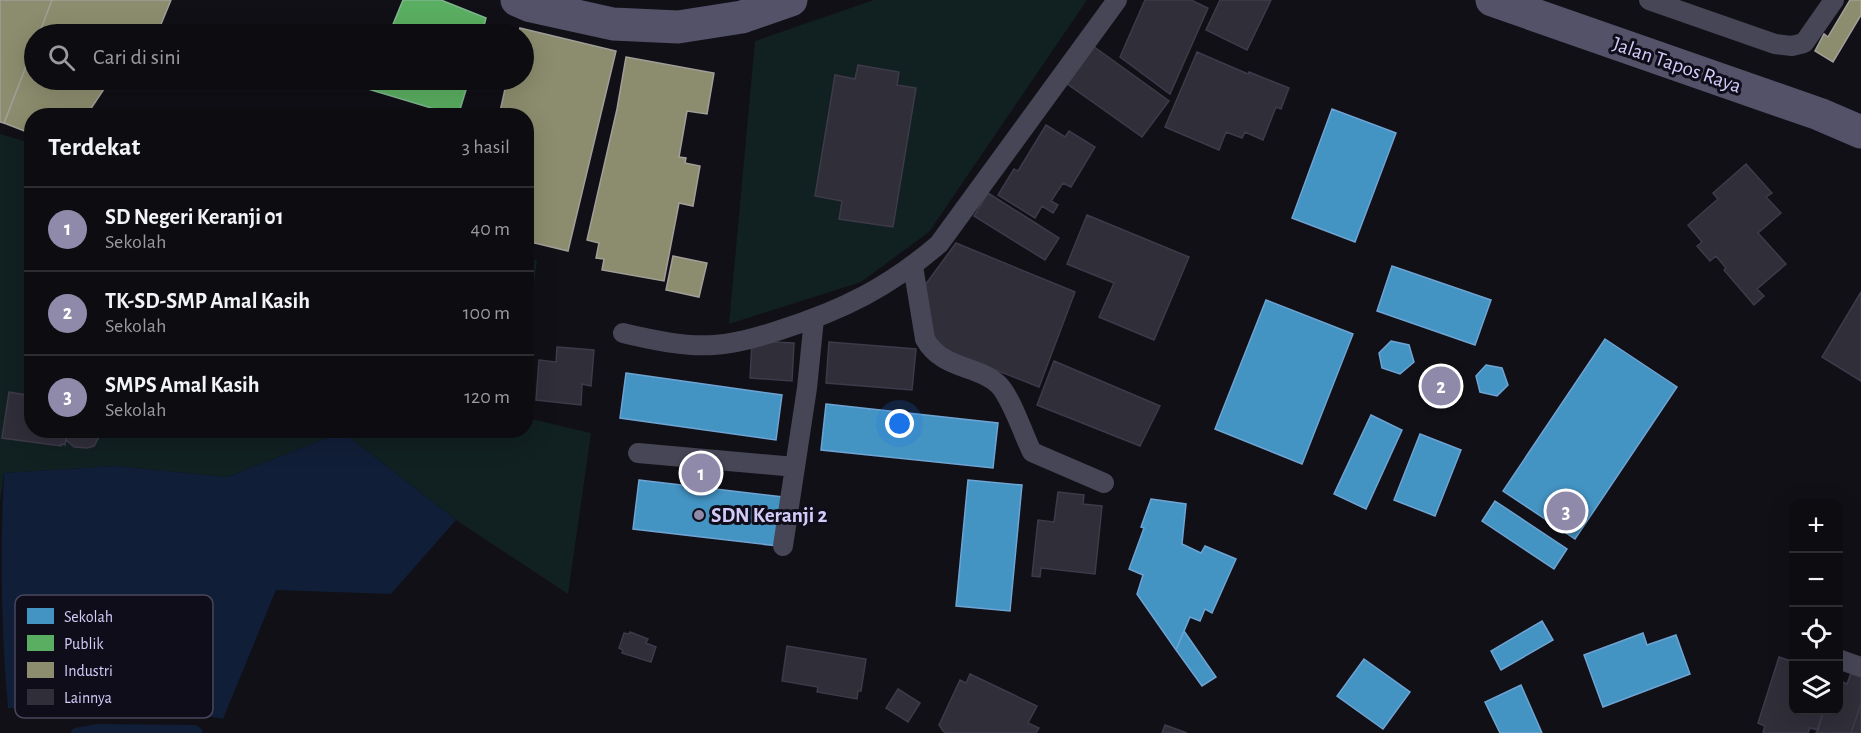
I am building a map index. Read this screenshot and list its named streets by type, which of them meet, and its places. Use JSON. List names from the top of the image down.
{
  "streets": {
    "main road": ["Jalan Tapos Raya"]
  },
  "places": ["SDN Keranji 2"],
  "legend": [
    "Sekolah",
    "Publik",
    "Industri",
    "Lainnya"
  ],
  "page": {
    "search": "Cari di sini",
    "heading": ["Terdekat", "3 hasil"],
    "list": [
      {
        "mark": "1",
        "name": "SD Negeri Keranji 01",
        "note": "Sekolah",
        "value": "40 m"
      },
      {
        "mark": "2",
        "name": "TK-SD-SMP Amal Kasih",
        "note": "Sekolah",
        "value": "100 m"
      },
      {
        "mark": "3",
        "name": "SMPS Amal Kasih",
        "note": "Sekolah",
        "value": "120 m"
      }
    ],
    "pins": ["2", "1", "3"],
    "map_buttons": ["+", "−"]
  }
}
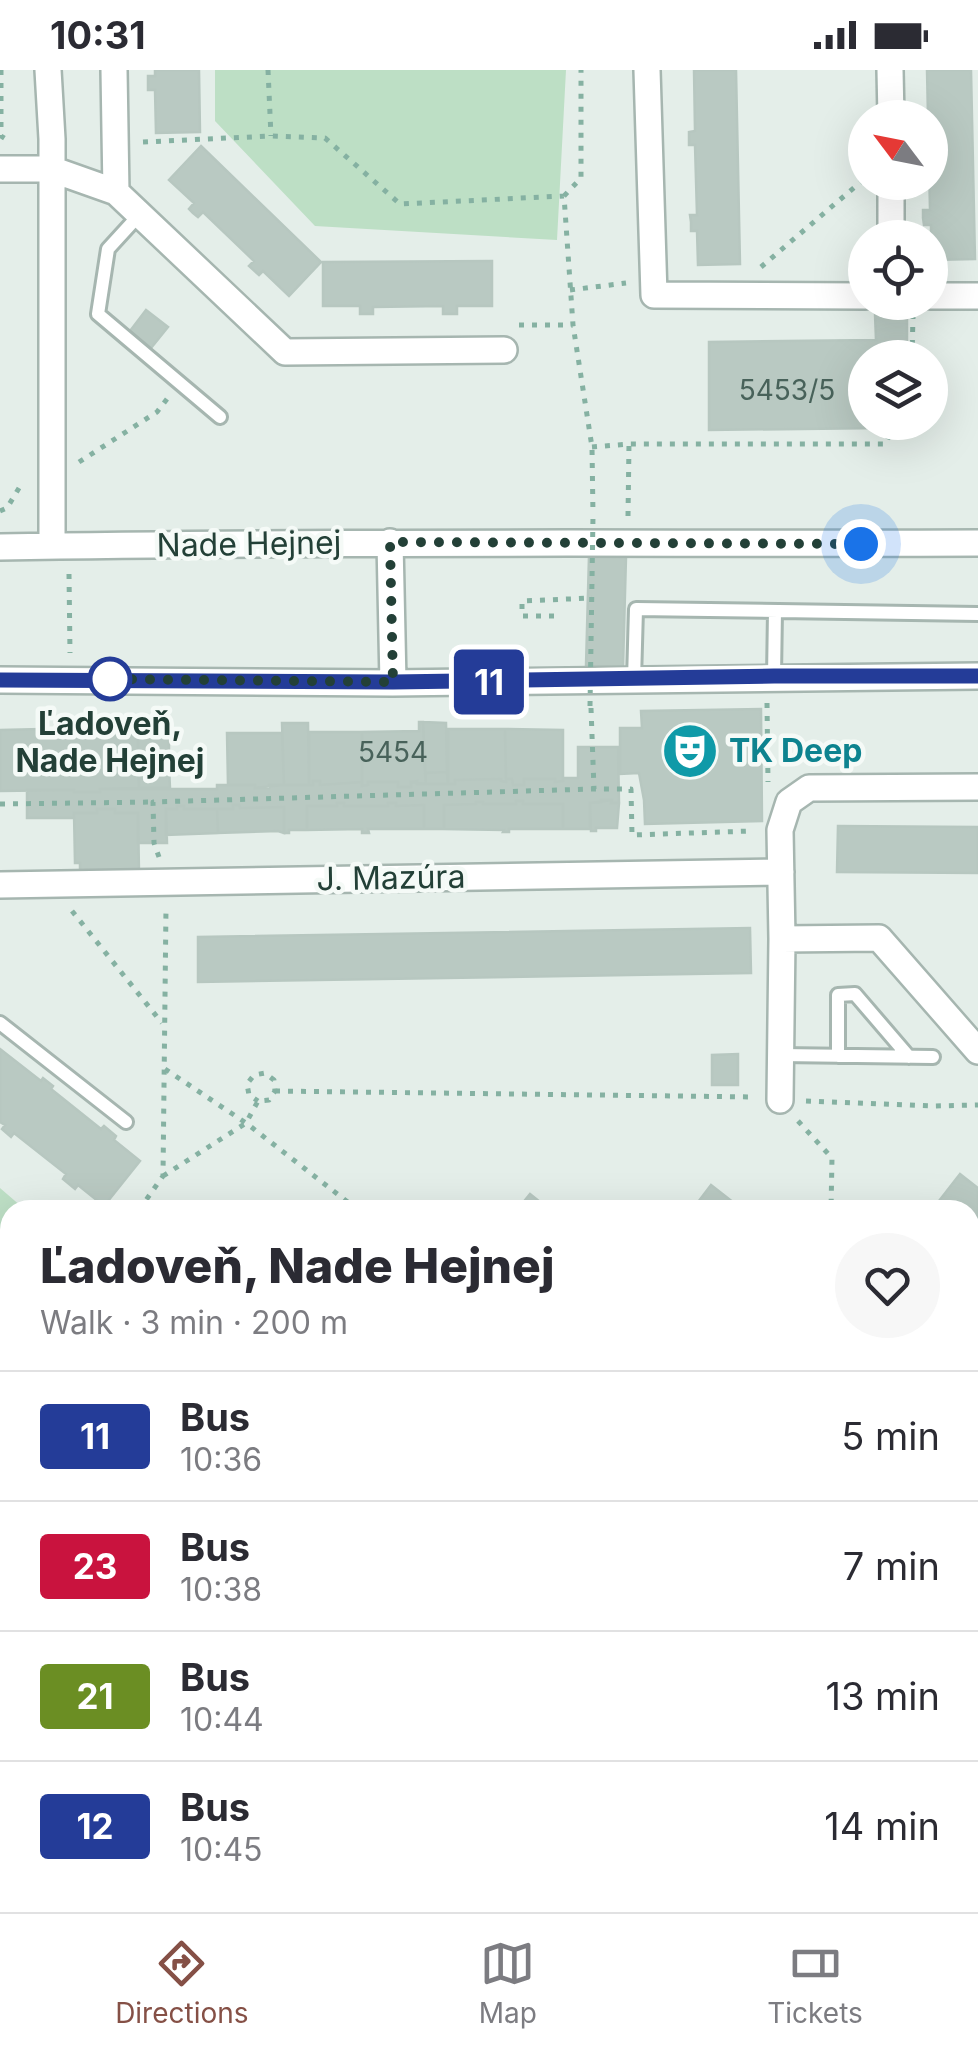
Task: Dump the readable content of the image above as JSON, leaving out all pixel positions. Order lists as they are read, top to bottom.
{
  "streets": {
    "street": ["Nade Hejnej", "J. Mazúra"]
  },
  "places": {
    "other": ["Ľadoveň, Nade Hejnej"],
    "theatre": ["TK Deep"]
  },
  "lines": ["bus line 11"],
  "house_numbers": ["5453/5", "5454"],
  "north": "top left",
  "page": {
    "status": "10:31",
    "on_map": "11",
    "heading": ["Ľadoveň, Nade Hejnej", "Walk · 3 min · 200 m"],
    "list": [
      {
        "mark": "11",
        "name": "Bus",
        "note": "10:36",
        "value": "5 min"
      },
      {
        "mark": "23",
        "name": "Bus",
        "note": "10:38",
        "value": "7 min"
      },
      {
        "mark": "21",
        "name": "Bus",
        "note": "10:44",
        "value": "13 min"
      },
      {
        "mark": "12",
        "name": "Bus",
        "note": "10:45",
        "value": "14 min"
      }
    ],
    "tabs": ["Directions", "Map", "Tickets"]
  }
}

------------------------------------------------------------

Exercise brief
A word-for-word copy of the records is needed, one that contains no pictures.

Exercise output
I am building a map index. Read this screenshot and list its named streets by type, which of them meet, and its places. Use JSON. List names from the top of the image down.
{
  "streets": {
    "main road": ["Jalan Tapos Raya"]
  },
  "places": ["SDN Keranji 2"],
  "legend": [
    "Sekolah",
    "Publik",
    "Industri",
    "Lainnya"
  ],
  "page": {
    "search": "Cari di sini",
    "heading": ["Terdekat", "3 hasil"],
    "list": [
      {
        "mark": "1",
        "name": "SD Negeri Keranji 01",
        "note": "Sekolah",
        "value": "40 m"
      },
      {
        "mark": "2",
        "name": "TK-SD-SMP Amal Kasih",
        "note": "Sekolah",
        "value": "100 m"
      },
      {
        "mark": "3",
        "name": "SMPS Amal Kasih",
        "note": "Sekolah",
        "value": "120 m"
      }
    ],
    "pins": ["2", "1", "3"],
    "map_buttons": ["+", "−"]
  }
}
Task: Dump the readable content of the image above as JSON, leaving out all pixel positions. Order lists as they are read, top to bottom.
{
  "streets": {
    "street": ["Nade Hejnej", "J. Mazúra"]
  },
  "places": {
    "other": ["Ľadoveň, Nade Hejnej"],
    "theatre": ["TK Deep"]
  },
  "lines": ["bus line 11"],
  "house_numbers": ["5453/5", "5454"],
  "north": "top left",
  "page": {
    "status": "10:31",
    "on_map": "11",
    "heading": ["Ľadoveň, Nade Hejnej", "Walk · 3 min · 200 m"],
    "list": [
      {
        "mark": "11",
        "name": "Bus",
        "note": "10:36",
        "value": "5 min"
      },
      {
        "mark": "23",
        "name": "Bus",
        "note": "10:38",
        "value": "7 min"
      },
      {
        "mark": "21",
        "name": "Bus",
        "note": "10:44",
        "value": "13 min"
      },
      {
        "mark": "12",
        "name": "Bus",
        "note": "10:45",
        "value": "14 min"
      }
    ],
    "tabs": ["Directions", "Map", "Tickets"]
  }
}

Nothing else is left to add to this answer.